I remember writing this piece, Unmoved, in a response to another poets prompting. We were poeting about the vulnerability of expressing yourself through poetry. I had this sense, even back then, that the words I put on the page would give me all away. My fears, my fantasies, my anger and worst of all, my deficiencies.
It was two years later, thanks to a girlfriend, I was introduced to Daring Greatly by Brené Brown. She delves into the area of embracing vulnerability, to put oneself wholly into the arena to live instead of holing up on the sidelines where it feels safer; where feelings can’t be hurt, hearts can’t be broken and creativity not be judged.

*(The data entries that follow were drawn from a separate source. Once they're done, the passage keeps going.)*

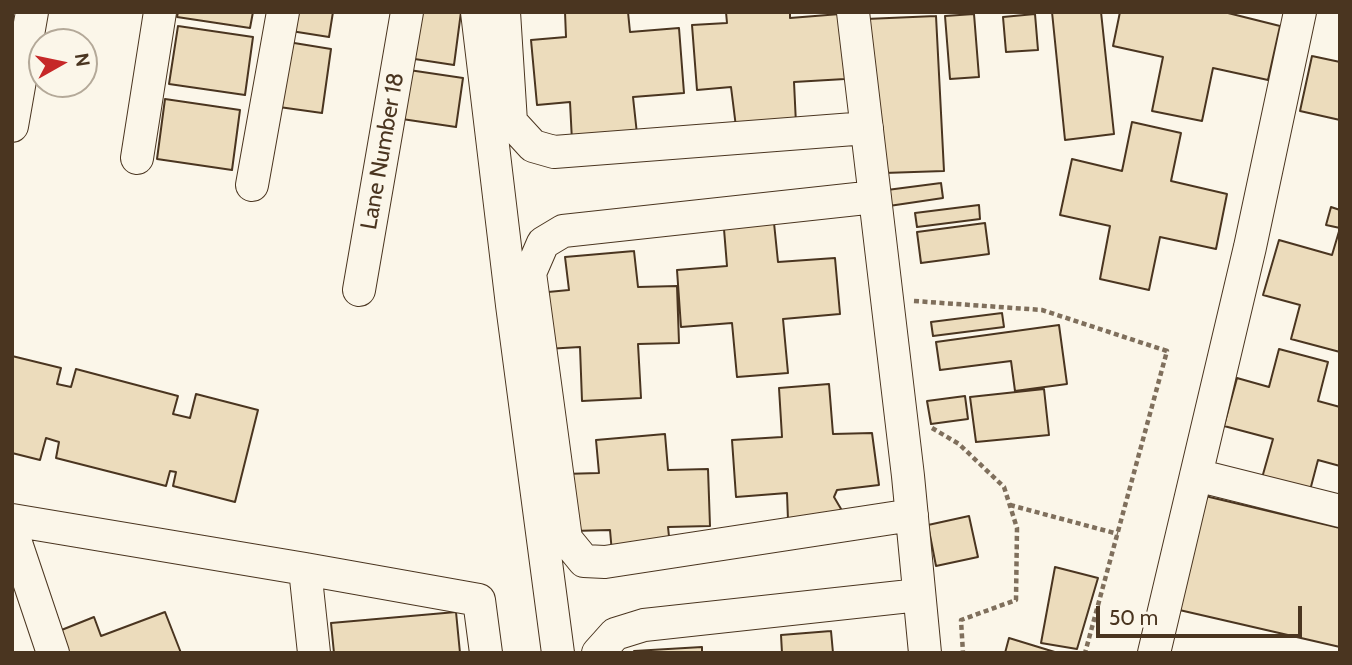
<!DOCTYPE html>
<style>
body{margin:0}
#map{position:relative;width:1352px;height:665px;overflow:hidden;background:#fbf6e9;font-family:Cabin,sans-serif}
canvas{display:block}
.frame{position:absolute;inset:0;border:14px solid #4a3520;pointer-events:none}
.north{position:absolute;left:28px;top:28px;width:70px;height:70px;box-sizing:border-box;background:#fbf6e9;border:2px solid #b4a999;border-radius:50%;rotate:81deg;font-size:19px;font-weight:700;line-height:28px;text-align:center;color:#4a3520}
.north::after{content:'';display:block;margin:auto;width:24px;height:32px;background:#c62828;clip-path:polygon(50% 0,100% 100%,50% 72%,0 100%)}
.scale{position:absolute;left:1096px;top:606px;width:206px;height:32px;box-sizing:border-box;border:4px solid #4a3520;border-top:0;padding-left:9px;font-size:21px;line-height:24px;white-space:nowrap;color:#4a3520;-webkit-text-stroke:5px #fbf6e9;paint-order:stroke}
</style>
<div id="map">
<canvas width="1352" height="665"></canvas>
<div class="frame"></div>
<div class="north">N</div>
<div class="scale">50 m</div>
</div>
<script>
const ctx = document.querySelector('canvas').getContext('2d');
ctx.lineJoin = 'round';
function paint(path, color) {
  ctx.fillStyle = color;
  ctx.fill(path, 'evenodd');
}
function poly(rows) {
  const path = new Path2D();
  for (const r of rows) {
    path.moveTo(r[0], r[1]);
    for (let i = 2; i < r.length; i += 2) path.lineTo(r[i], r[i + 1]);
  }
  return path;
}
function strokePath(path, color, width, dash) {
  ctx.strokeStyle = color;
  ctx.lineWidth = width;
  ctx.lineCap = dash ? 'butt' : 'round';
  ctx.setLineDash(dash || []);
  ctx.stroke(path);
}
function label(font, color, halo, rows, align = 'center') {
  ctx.font = font + ' Cabin,sans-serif';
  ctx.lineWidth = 5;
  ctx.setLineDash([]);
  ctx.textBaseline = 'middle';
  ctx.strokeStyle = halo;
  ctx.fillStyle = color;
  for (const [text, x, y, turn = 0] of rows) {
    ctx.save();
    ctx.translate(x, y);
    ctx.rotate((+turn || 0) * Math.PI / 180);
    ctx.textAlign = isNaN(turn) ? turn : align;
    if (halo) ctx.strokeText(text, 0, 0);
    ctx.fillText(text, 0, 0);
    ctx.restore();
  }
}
const building = poly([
 [178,12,253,12,250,28,177,17,178,12],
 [293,12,333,12,329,37,291,31,293,12],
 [415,12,461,12,454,65,408,58,415,12],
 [565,12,628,12,630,32,679,28,684,93,633,97,637,134,572,141,570,102,537,105,531,40,566,37,565,12],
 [726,12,790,12,790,18,840,14,845,79,794,82,796,124,736,127,731,87,697,90,692,25,727,23,726,12],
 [1052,12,1101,12,1114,134,1065,140,1052,12],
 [1120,12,1224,12,1280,26,1268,80,1213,68,1202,121,1152,111,1163,57,1113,46,1120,12],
 [974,14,979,77,950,79,945,16,974,14],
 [1035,14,1038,50,1006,52,1003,17,1035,14],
 [936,16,944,171,884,173,866,19,936,16],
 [178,26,253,37,245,95,169,84,178,26],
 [288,42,331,49,322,113,279,107,288,42],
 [1312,56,1340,62,1340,120,1300,111,1312,56],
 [409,70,463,78,456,127,402,119,409,70],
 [165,99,240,110,232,170,157,159,165,99],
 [1132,122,1181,133,1171,181,1227,194,1216,249,1160,237,1149,290,1100,279,1110,226,1060,215,1072,159,1122,171,1132,122],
 [941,183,943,198,889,206,887,190,941,183],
 [979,205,980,219,917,227,915,213,979,205],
 [1331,207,1340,210,1340,352,1291,339,1300,305,1263,295,1279,240,1332,255,1340,228,1326,225,1331,207],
 [773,213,778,262,835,258,840,314,783,319,788,373,737,377,732,323,681,327,677,270,727,266,723,217,773,213],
 [985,223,989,254,921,263,917,232,985,223],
 [634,251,638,287,677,286,679,343,638,344,641,398,582,401,580,347,546,349,548,292,569,290,565,257,634,251],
 [1002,313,1004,327,933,336,931,322,1002,313],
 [1059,325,1067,384,1015,391,1011,361,940,370,936,342,1059,325],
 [1279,349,1328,362,1318,401,1340,407,1340,466,1318,460,1308,498,1260,485,1273,439,1224,426,1237,378,1269,387,1279,349],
 [12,356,61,368,57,384,71,387,76,369,178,396,173,414,190,418,196,394,258,410,235,502,173,486,176,472,170,471,166,486,56,458,59,442,46,438,40,460,12,453,12,356],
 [829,384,833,434,872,433,879,485,837,490,834,497,844,514,788,520,787,493,736,497,732,440,782,437,779,388,829,384],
 [1044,389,1049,435,976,442,970,397,1044,389],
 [965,396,968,419,931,424,927,401,965,396],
 [665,434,668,470,708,469,710,526,668,527,670,546,612,553,610,530,573,531,563,474,599,473,596,440,665,434],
 [1201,495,1340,528,1340,647,1175,609,1201,495],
 [969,516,978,557,936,566,928,525,969,516],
 [1055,567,1098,578,1077,649,1041,643,1055,567],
 [165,612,181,653,67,653,59,631,94,617,101,636,165,612],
 [456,612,460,653,334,653,331,623,456,612],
 [831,631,833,653,782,653,781,635,831,631],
 [1009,638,1058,653,1005,653,1009,638],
 [702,647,702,653,634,653,634,651,702,647]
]);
paint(building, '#ecdcbc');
strokePath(building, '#4a3520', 2);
const minor = poly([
 [477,12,512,305,558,653],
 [504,12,511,122,533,146,554,152,867,128],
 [853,12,908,476,925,653],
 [12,126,32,12],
 [137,158,160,12],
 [252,185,283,12],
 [875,197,563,231,543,243,530,273,566,539,584,561,605,562,912,515],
 [359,290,407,12],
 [1196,475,1340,511],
 [12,520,305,569,479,600,486,653],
 [12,531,53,653],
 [305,569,314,653],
 [598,653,615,634,644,625,919,595],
 [1154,653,1250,247,1300,12]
]);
strokePath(minor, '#4a3520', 34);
strokePath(poly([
 [914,301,1042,310,1167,351,1085,653],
 [932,428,959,444,1004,487,1017,528,1016,600,961,620,963,653],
 [1010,505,1118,534]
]), '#7f6f5c', 4.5, [5, 3.5]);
strokePath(minor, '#fbf6e9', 32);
label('23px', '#4a3520', '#fbf6e9', [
 ["Lane Number 18",383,151,-80]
]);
</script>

With pen in hand this was my goal. To embrace the fact I may be exposing myself through my creativity, putting myself out there, and back when I wrote this piece, the sense that I both needed to and that I was a risk rang loudly true.
My Dear Poet helped me to embrace putting myself out there, into the arena, to not only be judged though, but to be loved and enjoyed as well. To paraphrase Brené Brown, if you are numbing yourself from feeling the bad in life, you are simultaneously numbing yourself to the joys. You cannot selectively numb.
And I didn’t want to live life numb. So exploring life through poetry, helped me gain the courage I needed to explore the pain, which silumtaneously, (and thankfully) the ability to feel joy. So yeah, the drops of ink do expose me a bit, but they also free me.